Work order:
Which of the lines below holds the string "relative"? Copy every line that does.

◆ ◆ ◆ ◆ ◆ ◆ ◆

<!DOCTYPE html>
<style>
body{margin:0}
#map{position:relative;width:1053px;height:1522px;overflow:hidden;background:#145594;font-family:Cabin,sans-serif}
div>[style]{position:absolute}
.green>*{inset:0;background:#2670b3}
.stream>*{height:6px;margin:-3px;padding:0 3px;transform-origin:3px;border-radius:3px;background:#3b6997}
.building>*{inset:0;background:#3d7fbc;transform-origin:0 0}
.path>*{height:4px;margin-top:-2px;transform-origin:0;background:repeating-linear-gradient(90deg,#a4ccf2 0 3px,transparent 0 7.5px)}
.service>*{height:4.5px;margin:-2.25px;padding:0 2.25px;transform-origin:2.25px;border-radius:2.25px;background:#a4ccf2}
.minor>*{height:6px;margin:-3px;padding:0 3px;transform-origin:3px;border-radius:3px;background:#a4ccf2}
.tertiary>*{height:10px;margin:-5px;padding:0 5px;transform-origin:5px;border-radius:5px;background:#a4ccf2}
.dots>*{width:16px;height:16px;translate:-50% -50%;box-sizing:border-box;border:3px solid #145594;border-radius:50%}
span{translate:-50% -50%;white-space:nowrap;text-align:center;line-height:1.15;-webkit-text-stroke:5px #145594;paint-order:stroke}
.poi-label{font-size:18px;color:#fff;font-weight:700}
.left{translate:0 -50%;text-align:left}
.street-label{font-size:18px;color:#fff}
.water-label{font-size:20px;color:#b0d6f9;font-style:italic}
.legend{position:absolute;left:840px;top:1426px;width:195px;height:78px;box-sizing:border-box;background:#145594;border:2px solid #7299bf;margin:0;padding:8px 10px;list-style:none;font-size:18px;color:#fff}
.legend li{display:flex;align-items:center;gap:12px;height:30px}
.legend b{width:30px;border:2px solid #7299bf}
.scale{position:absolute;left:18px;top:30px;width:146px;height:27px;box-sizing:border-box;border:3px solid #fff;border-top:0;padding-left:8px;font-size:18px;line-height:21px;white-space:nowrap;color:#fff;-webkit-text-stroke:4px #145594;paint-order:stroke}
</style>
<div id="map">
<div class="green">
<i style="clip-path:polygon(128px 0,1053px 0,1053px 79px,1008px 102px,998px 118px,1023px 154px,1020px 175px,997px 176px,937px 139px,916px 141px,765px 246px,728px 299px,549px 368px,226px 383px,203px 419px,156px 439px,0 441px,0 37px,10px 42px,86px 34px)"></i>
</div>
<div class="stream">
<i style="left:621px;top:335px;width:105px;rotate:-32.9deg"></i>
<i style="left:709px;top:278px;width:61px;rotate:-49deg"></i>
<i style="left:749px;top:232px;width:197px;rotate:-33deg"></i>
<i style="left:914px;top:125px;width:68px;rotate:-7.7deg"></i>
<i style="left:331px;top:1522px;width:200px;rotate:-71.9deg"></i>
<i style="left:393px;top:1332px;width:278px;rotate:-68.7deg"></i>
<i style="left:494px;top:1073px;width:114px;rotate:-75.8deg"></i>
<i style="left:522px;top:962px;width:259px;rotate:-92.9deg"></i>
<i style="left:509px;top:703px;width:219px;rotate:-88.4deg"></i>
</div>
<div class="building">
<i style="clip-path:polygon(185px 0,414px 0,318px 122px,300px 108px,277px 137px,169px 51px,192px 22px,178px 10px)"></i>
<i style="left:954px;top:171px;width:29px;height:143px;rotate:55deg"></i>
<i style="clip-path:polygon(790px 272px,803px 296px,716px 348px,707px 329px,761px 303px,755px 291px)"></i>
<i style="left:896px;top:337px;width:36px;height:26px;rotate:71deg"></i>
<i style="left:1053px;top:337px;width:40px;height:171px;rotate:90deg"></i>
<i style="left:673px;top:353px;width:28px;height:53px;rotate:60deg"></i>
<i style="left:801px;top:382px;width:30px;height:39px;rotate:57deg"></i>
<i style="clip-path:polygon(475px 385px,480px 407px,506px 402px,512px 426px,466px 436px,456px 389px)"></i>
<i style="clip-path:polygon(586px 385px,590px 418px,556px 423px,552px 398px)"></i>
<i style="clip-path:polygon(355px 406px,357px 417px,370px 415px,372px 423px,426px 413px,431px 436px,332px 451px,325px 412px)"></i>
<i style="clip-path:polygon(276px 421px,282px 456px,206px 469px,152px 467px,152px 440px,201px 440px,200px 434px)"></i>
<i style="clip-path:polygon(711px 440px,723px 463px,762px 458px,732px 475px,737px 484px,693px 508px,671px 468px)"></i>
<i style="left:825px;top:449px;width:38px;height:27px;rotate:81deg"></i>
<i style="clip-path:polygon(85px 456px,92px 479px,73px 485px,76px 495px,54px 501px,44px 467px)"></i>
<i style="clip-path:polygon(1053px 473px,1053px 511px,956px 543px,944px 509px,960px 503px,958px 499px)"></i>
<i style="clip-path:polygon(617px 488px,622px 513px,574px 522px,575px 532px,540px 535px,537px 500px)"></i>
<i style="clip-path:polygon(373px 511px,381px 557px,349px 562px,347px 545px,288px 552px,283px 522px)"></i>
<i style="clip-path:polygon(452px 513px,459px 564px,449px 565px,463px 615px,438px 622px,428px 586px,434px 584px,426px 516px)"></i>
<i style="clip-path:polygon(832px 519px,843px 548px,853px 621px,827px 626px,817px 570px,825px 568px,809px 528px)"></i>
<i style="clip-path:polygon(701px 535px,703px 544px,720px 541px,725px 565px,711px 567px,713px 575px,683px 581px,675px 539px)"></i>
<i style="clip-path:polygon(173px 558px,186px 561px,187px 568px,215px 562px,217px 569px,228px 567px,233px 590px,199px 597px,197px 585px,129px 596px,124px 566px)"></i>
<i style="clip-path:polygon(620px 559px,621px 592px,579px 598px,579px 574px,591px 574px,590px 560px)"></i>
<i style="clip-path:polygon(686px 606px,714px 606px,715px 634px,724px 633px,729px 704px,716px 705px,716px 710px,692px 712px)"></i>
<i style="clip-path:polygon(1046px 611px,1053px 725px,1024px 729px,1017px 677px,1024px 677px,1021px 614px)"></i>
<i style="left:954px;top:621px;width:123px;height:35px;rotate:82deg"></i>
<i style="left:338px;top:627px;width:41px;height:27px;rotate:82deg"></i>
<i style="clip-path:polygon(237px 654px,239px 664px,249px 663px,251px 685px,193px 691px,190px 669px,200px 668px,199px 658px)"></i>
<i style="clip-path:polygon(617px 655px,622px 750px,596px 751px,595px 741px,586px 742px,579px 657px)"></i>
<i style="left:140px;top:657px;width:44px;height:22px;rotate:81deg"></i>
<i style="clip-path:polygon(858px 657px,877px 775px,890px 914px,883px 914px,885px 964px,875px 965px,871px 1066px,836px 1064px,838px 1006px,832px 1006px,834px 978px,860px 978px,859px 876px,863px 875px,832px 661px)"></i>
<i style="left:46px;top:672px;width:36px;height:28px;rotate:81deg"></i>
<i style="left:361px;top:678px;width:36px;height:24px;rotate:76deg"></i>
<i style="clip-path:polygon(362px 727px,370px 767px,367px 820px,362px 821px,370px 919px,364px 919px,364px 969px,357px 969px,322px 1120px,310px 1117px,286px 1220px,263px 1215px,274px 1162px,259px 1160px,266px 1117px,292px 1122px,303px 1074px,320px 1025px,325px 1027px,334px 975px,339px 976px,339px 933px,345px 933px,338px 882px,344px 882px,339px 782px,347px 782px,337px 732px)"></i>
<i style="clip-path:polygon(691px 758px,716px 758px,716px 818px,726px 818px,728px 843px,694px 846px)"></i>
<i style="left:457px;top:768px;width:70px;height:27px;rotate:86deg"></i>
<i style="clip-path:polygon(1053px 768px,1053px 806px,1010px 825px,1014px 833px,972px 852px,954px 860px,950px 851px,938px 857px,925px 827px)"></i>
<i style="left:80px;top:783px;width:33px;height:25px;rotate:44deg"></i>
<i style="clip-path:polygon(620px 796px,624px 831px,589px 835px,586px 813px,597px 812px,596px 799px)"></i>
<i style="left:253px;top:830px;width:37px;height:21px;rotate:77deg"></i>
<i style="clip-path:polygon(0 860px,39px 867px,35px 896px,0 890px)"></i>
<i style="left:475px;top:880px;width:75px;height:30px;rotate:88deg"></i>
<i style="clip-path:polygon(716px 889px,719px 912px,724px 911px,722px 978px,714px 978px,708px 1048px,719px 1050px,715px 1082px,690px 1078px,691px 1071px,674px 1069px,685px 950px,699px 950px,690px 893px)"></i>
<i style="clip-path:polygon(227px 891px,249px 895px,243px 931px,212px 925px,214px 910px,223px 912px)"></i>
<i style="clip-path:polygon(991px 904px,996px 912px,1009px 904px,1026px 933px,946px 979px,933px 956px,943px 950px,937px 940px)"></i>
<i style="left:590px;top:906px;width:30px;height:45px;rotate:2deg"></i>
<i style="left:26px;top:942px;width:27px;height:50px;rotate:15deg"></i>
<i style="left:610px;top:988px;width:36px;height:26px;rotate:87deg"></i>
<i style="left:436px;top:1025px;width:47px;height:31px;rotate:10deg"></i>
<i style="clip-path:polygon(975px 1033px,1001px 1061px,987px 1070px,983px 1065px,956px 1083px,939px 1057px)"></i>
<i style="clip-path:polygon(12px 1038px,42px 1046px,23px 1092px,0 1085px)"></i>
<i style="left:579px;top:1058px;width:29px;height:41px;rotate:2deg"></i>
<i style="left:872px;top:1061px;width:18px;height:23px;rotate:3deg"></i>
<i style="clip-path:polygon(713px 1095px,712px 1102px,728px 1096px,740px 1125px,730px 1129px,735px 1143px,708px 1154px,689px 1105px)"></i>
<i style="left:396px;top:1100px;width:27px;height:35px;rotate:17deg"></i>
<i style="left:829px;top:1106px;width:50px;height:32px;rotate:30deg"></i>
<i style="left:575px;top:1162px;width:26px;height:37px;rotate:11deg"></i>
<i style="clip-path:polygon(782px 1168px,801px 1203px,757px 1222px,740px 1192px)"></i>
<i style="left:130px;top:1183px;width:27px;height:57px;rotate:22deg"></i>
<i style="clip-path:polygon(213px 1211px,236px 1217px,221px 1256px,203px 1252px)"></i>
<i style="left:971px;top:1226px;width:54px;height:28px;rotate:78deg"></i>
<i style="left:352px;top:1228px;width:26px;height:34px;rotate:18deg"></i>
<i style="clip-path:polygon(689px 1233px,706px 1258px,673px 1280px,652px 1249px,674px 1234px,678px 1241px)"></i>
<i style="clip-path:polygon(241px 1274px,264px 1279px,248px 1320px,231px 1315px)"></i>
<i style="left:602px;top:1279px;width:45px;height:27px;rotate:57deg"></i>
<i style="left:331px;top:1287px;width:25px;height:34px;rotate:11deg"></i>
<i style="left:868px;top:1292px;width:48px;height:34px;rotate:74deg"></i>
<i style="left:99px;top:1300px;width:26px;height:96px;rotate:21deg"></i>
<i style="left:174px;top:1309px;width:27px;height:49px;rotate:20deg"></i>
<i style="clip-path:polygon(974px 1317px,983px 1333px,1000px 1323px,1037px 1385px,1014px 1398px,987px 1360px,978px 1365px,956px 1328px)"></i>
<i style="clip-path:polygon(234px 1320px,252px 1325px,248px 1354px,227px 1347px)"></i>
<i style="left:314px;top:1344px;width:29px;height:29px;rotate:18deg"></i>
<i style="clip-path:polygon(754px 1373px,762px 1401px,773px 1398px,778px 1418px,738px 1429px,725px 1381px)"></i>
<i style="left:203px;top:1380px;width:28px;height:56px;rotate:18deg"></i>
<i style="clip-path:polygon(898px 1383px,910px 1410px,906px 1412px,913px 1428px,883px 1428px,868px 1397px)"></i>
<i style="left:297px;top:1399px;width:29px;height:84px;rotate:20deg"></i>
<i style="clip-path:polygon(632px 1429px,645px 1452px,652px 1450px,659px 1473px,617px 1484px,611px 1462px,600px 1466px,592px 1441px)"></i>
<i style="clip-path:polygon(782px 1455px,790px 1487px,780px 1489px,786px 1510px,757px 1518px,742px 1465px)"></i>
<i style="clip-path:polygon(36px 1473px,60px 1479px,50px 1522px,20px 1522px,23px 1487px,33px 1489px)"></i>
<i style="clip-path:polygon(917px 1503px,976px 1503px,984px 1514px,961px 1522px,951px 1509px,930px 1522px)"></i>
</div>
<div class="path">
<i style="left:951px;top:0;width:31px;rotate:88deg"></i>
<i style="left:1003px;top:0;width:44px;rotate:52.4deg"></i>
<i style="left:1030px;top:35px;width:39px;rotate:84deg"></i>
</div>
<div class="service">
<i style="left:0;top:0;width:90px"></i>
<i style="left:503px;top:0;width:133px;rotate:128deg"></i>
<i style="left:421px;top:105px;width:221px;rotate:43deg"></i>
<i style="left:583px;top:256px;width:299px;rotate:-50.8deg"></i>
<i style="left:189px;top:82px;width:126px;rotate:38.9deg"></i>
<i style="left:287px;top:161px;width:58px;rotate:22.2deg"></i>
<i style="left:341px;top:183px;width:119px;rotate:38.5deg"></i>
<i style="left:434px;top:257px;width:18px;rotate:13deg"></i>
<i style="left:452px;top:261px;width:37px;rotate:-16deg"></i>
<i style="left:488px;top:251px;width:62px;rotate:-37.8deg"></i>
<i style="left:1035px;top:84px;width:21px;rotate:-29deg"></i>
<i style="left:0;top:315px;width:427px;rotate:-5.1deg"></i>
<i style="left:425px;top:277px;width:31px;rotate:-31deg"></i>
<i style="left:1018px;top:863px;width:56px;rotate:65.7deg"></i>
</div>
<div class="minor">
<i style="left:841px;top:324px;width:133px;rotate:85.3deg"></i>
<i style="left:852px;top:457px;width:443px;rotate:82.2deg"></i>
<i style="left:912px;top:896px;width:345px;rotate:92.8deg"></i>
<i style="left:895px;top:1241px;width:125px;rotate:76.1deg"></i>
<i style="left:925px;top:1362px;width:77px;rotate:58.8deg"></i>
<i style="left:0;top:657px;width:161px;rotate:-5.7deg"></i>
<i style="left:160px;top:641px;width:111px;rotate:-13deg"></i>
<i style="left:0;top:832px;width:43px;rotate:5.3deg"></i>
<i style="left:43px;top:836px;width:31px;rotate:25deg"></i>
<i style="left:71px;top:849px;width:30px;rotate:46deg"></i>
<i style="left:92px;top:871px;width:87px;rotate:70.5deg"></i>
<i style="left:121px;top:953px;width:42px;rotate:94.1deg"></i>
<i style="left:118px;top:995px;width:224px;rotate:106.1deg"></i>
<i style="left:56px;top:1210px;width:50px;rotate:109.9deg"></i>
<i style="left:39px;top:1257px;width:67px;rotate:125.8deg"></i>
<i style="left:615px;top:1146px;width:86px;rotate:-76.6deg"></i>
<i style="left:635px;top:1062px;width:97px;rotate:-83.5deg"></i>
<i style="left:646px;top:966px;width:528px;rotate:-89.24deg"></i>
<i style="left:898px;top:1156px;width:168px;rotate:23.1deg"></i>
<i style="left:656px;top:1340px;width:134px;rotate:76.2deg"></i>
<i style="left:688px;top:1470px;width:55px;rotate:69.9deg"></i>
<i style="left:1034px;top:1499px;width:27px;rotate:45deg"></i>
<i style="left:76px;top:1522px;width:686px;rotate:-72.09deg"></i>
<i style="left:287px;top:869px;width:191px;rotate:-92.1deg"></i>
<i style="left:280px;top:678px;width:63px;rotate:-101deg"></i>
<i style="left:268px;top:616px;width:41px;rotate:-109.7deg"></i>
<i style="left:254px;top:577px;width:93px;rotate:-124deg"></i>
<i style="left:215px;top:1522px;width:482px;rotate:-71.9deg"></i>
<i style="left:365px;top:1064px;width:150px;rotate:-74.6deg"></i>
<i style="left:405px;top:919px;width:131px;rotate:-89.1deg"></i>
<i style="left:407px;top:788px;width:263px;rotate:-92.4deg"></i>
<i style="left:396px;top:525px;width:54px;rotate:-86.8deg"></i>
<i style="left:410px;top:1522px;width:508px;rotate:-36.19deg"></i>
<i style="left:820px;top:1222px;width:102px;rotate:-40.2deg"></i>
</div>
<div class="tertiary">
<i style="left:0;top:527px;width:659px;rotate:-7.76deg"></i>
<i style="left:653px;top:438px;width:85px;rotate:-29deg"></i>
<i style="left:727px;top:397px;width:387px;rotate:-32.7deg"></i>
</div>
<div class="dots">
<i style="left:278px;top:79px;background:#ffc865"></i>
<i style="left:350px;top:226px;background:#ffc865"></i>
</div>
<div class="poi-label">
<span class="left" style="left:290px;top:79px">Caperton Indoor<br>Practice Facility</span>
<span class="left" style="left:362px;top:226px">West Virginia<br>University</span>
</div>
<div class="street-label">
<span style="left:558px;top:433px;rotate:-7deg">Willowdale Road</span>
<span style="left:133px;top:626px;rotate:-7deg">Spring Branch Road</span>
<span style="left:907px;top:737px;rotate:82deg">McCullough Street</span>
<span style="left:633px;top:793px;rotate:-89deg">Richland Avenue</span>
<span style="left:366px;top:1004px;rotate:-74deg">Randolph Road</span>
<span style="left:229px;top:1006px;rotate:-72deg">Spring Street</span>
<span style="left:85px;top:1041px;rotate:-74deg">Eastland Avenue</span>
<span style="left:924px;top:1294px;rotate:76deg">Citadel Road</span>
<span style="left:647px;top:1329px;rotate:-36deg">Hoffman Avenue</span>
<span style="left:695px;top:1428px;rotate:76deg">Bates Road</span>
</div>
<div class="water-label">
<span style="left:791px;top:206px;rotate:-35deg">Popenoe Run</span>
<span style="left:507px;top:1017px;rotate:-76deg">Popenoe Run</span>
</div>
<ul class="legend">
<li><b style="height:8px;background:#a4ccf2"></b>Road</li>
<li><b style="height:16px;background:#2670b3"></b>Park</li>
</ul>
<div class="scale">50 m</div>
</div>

◆ ◆ ◆ ◆ ◆ ◆ ◆

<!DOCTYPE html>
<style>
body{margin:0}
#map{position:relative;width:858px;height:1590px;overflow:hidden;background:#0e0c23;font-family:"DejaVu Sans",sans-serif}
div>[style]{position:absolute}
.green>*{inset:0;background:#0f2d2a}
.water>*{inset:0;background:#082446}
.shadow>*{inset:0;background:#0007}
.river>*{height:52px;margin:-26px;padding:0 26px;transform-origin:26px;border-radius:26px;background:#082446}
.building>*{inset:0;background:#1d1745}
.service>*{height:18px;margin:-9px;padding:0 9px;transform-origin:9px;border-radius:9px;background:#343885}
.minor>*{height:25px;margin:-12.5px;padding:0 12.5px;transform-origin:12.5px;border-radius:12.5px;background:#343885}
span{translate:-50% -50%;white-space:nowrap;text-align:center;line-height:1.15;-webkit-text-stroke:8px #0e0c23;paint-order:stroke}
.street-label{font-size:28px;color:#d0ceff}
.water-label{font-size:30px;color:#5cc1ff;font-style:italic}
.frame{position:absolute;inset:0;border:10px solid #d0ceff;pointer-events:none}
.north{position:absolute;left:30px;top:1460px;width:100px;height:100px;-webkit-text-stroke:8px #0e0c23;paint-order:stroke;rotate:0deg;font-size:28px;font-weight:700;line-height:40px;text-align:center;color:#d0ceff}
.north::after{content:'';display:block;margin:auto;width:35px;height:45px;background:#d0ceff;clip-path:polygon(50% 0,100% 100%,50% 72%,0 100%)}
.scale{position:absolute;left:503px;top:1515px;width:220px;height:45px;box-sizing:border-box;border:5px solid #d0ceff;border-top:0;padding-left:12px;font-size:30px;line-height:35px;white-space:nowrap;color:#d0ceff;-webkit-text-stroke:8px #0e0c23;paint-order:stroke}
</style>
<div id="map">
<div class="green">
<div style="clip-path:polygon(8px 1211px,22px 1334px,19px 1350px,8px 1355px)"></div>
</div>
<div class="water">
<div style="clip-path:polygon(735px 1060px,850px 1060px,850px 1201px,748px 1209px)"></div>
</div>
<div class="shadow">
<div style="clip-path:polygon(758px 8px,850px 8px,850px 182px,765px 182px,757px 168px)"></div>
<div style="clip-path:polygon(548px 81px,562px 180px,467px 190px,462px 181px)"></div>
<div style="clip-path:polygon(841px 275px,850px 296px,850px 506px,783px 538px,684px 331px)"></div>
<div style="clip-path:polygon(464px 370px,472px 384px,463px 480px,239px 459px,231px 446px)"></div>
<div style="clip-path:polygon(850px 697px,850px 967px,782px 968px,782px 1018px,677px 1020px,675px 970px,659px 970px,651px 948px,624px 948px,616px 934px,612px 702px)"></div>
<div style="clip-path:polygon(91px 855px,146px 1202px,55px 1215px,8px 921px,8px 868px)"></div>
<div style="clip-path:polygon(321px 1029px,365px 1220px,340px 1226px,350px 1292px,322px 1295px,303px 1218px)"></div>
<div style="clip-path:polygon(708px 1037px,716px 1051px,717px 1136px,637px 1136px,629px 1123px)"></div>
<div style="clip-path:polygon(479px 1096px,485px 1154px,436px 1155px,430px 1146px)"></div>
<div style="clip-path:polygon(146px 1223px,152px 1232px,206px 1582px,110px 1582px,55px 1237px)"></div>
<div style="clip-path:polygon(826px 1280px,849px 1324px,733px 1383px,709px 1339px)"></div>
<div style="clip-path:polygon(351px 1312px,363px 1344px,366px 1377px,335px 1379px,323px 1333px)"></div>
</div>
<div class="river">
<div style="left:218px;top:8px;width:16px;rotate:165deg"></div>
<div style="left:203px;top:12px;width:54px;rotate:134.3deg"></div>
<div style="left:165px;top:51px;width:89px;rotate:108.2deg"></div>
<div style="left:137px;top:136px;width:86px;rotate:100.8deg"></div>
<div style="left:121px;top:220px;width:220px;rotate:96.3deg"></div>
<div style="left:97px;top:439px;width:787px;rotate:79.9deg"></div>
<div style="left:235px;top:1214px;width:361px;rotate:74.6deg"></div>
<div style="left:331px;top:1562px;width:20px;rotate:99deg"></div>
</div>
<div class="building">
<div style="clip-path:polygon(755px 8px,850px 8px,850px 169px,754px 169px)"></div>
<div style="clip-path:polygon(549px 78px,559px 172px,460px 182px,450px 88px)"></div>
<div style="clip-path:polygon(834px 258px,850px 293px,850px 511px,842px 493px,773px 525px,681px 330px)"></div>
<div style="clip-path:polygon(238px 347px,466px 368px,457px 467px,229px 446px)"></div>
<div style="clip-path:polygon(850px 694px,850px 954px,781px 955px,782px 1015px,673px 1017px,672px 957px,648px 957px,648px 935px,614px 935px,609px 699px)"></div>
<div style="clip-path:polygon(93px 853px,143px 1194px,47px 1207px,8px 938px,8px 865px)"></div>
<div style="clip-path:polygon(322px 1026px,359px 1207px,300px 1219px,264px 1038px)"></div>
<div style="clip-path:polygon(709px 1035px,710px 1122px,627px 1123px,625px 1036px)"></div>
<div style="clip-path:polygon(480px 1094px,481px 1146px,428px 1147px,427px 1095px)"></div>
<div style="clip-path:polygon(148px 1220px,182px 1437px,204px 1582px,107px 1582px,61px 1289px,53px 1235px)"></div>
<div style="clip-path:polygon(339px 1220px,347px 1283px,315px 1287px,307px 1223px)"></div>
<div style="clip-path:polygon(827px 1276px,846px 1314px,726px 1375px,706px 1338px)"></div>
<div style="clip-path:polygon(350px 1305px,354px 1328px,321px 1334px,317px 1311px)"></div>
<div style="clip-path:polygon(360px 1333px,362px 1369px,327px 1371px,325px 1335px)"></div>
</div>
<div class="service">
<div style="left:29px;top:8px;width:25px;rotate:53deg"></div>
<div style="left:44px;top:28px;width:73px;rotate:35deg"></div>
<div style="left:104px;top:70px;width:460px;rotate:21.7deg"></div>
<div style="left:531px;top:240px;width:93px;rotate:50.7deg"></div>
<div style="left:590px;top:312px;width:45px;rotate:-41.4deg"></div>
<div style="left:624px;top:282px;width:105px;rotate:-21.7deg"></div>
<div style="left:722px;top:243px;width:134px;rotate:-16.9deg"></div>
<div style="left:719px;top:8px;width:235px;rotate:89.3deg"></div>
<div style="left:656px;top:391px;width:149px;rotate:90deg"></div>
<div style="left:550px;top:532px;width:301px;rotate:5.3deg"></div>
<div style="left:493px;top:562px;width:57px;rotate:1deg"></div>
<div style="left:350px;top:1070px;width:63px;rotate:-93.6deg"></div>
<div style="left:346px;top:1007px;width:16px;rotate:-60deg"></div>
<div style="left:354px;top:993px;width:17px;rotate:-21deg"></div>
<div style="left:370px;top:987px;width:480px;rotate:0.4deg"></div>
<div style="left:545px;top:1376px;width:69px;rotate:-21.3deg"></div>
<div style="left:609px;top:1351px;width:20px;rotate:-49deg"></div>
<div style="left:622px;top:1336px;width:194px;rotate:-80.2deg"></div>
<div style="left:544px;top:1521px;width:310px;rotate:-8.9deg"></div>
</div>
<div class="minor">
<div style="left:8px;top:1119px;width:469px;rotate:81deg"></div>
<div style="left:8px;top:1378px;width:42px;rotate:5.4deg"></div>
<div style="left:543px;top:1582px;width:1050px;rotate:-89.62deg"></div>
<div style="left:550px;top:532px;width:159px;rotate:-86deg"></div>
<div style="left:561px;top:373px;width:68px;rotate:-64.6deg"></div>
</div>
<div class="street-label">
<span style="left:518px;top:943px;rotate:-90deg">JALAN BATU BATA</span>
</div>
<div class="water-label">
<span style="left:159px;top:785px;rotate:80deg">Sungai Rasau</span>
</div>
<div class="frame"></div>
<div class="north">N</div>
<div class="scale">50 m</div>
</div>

◆ ◆ ◆ ◆ ◆ ◆ ◆

Solution for this exercise:
#map{position:relative;width:1053px;height:1522px;overflow:hidden;background:#145594;font-family:Cabin,sans-serif}
#map{position:relative;width:858px;height:1590px;overflow:hidden;background:#0e0c23;font-family:"DejaVu Sans",sans-serif}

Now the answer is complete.